On my walk along the lake this morning, I saw an old woman painting effortlessly. Each stroke was fluid, quick and creating something amazing. I stood and watched her movements for a few moments and then asked her what her secret to painting was.

"I don't paint from here," she said pointing to her head, "but from here" and then placed her hand over her heart.

I understood.

Two years ago I had a conversation with a woman who told me the same thing and it changed my life. She told me that I had been living far too much from my head and it was time to follow my heart. She told me it would be difficult and it was - at first.

So much importance on money, on being right, on not making mistakes, of not looking foolish, of doing the right thing that we often forget just to live and do. That's why we envy children so much. They do as they please not because of lack of knowledge but because they have a lack of fear of listening to themselves. They haven't learned to think about their actions. They just do them.

When I first started to paint, I would stop more than I would continue. It was always wrong, always ugly. Each stroke was painful and completely overanalysed. It wasn't fun at all.

One day I was tired of all the attempts and feeling like crap about it all so I promised myself that for one month, I would paint in secret. I wouldn't tell anyone, wouldn't show anyone and wouldn't have any expectations. I’d keep every ugly painting I made and attach no head thoughts to it.
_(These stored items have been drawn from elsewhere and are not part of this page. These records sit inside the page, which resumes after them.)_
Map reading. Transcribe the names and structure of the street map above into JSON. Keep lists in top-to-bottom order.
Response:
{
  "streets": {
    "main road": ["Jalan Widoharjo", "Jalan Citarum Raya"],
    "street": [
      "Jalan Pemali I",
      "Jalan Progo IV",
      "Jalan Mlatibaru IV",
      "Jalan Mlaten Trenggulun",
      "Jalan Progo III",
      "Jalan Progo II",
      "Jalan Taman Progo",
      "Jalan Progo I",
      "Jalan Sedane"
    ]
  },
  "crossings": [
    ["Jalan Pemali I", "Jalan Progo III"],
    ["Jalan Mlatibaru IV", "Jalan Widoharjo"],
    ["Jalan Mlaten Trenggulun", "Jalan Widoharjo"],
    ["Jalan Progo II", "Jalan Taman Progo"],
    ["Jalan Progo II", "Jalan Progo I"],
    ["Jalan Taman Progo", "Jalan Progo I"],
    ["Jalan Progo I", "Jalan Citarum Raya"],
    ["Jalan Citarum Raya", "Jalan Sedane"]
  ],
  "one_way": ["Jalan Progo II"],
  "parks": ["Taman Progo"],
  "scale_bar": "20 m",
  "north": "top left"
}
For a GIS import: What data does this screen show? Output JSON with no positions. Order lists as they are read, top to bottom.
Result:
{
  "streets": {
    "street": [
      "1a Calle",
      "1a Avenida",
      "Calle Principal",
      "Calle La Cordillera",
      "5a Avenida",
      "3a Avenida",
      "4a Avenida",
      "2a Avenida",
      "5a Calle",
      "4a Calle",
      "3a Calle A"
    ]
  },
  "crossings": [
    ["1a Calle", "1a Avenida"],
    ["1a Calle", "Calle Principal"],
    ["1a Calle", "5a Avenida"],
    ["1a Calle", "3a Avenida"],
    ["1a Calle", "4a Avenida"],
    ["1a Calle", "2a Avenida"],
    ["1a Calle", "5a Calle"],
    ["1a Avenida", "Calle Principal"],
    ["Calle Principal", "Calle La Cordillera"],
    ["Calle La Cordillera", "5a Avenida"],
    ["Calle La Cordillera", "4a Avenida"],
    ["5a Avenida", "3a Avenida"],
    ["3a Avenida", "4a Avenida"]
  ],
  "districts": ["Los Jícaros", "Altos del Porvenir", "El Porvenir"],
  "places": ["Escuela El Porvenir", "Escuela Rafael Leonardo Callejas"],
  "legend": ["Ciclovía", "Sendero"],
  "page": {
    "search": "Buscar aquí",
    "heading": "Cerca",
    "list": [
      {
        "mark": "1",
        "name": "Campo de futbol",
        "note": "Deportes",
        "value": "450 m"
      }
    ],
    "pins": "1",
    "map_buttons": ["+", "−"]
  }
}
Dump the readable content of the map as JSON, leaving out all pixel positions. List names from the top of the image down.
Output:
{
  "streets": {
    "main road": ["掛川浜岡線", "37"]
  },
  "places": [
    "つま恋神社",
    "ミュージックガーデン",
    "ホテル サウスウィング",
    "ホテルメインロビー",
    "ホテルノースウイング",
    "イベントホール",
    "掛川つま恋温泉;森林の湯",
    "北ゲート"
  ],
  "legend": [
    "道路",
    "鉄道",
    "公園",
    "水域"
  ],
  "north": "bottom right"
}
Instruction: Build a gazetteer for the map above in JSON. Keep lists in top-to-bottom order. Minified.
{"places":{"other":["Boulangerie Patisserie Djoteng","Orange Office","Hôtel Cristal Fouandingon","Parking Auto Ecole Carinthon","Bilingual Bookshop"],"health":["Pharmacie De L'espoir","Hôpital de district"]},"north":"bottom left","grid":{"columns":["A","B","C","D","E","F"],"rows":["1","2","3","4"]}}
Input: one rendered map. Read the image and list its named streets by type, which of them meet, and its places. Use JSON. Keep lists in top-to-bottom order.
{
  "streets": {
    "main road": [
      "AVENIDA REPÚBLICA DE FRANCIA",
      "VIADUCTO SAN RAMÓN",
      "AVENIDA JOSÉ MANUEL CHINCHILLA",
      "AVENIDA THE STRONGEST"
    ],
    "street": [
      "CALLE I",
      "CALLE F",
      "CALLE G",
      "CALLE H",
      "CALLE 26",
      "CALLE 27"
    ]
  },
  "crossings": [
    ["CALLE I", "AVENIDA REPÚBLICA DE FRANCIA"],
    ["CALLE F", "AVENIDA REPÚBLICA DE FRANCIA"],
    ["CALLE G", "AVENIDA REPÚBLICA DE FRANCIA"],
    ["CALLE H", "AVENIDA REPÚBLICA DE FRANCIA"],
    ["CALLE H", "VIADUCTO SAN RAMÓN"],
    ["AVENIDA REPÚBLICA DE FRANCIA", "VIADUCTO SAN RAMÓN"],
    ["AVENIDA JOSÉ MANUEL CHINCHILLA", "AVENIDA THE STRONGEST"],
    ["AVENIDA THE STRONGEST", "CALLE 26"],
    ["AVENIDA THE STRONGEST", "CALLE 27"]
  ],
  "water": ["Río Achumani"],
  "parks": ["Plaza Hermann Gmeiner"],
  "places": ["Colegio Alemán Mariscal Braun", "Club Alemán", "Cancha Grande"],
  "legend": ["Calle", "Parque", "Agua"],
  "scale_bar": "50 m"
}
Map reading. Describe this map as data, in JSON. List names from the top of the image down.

It was the best thing I could have done because after awhile, I stopped thinking and just began doing. After awhile, my pictures looked less textbook and more like me. After awhile, I stopped hiding them and started selling them.

I think this lesson can be applied to many things, even bigger than just painting. When people ask me about living out a dream they want all the practical information so that they can satisfy their head. But really, what should happen first, is satisfying the heart. The heart is what makes you live.

Listening to my heart made me realise I had to leave the corporate world. Listening to my heart kept me going when I was really scared about being a writer. Listening to my heart changed everything and allowed me to live authentically and well - something I didn't think possible when I was thinking about every detail in my head and living out my life in thoughts only.

I think everyone's heart is always trying to tell them something. Sometimes it says, "go on, you can do it" or "Yes, that's right, this is what you should do." Sometimes the heart has warnings, saying loudly, "I'm hurting. Don't do that anymore" or "You're not being who you really are." It's the inner-voice we often ignore because of fear (although we often use the word "practical" instead of "fear"). But the moment you no longer ignore you heart and move from it, something amazing happens - authenticity and joy.

It's hard, at first, to listen to your heart and to move from it. Even if you've been doing it for a while one can become lazy, anticipating what our heart is going to say and forget to really let it speak and hear it. That's when we have to start the process of listening again because it might just be telling us something new.

But it's crucial to go from the heart as much as possible. It's crucial to surviving, it's crucial to authentic happiness and it's crucial to painting without effort.

What is your heart saying? More importantly, what are you going to do about it?